*** Block opens ***

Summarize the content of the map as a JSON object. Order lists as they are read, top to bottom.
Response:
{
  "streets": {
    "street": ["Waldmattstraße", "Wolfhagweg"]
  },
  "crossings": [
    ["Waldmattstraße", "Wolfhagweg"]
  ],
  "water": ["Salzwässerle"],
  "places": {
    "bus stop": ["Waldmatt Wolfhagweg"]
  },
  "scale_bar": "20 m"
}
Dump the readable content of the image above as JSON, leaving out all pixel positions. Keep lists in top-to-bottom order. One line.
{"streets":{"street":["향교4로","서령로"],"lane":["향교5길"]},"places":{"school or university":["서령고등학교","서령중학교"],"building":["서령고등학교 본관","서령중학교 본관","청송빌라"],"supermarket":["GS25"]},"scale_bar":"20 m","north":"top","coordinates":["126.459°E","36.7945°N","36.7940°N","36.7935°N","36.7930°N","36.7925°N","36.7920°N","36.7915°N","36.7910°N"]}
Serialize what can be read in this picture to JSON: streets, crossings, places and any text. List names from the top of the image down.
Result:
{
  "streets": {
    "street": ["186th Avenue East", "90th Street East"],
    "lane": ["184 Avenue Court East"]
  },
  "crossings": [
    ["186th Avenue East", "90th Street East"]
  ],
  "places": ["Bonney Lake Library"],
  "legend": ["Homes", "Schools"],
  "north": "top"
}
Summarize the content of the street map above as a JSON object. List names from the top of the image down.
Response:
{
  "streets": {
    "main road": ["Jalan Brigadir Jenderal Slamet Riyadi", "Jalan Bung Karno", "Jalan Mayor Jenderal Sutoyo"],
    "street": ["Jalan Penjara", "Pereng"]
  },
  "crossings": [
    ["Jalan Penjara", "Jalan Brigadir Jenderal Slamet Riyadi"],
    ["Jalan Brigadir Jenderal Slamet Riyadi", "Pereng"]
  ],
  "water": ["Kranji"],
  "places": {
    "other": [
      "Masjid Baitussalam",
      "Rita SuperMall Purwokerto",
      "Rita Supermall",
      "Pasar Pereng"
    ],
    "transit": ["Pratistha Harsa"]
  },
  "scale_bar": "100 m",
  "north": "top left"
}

*** Block closes ***

EXERCISE GOAL> The complete material should be output once more, word for word.

ANSWER>
Summarize the content of the map as a JSON object. Order lists as they are read, top to bottom.
Response:
{
  "streets": {
    "street": ["Waldmattstraße", "Wolfhagweg"]
  },
  "crossings": [
    ["Waldmattstraße", "Wolfhagweg"]
  ],
  "water": ["Salzwässerle"],
  "places": {
    "bus stop": ["Waldmatt Wolfhagweg"]
  },
  "scale_bar": "20 m"
}
Dump the readable content of the image above as JSON, leaving out all pixel positions. Keep lists in top-to-bottom order. One line.
{"streets":{"street":["향교4로","서령로"],"lane":["향교5길"]},"places":{"school or university":["서령고등학교","서령중학교"],"building":["서령고등학교 본관","서령중학교 본관","청송빌라"],"supermarket":["GS25"]},"scale_bar":"20 m","north":"top","coordinates":["126.459°E","36.7945°N","36.7940°N","36.7935°N","36.7930°N","36.7925°N","36.7920°N","36.7915°N","36.7910°N"]}
Serialize what can be read in this picture to JSON: streets, crossings, places and any text. List names from the top of the image down.
Result:
{
  "streets": {
    "street": ["186th Avenue East", "90th Street East"],
    "lane": ["184 Avenue Court East"]
  },
  "crossings": [
    ["186th Avenue East", "90th Street East"]
  ],
  "places": ["Bonney Lake Library"],
  "legend": ["Homes", "Schools"],
  "north": "top"
}
Summarize the content of the street map above as a JSON object. List names from the top of the image down.
Response:
{
  "streets": {
    "main road": ["Jalan Brigadir Jenderal Slamet Riyadi", "Jalan Bung Karno", "Jalan Mayor Jenderal Sutoyo"],
    "street": ["Jalan Penjara", "Pereng"]
  },
  "crossings": [
    ["Jalan Penjara", "Jalan Brigadir Jenderal Slamet Riyadi"],
    ["Jalan Brigadir Jenderal Slamet Riyadi", "Pereng"]
  ],
  "water": ["Kranji"],
  "places": {
    "other": [
      "Masjid Baitussalam",
      "Rita SuperMall Purwokerto",
      "Rita Supermall",
      "Pasar Pereng"
    ],
    "transit": ["Pratistha Harsa"]
  },
  "scale_bar": "100 m",
  "north": "top left"
}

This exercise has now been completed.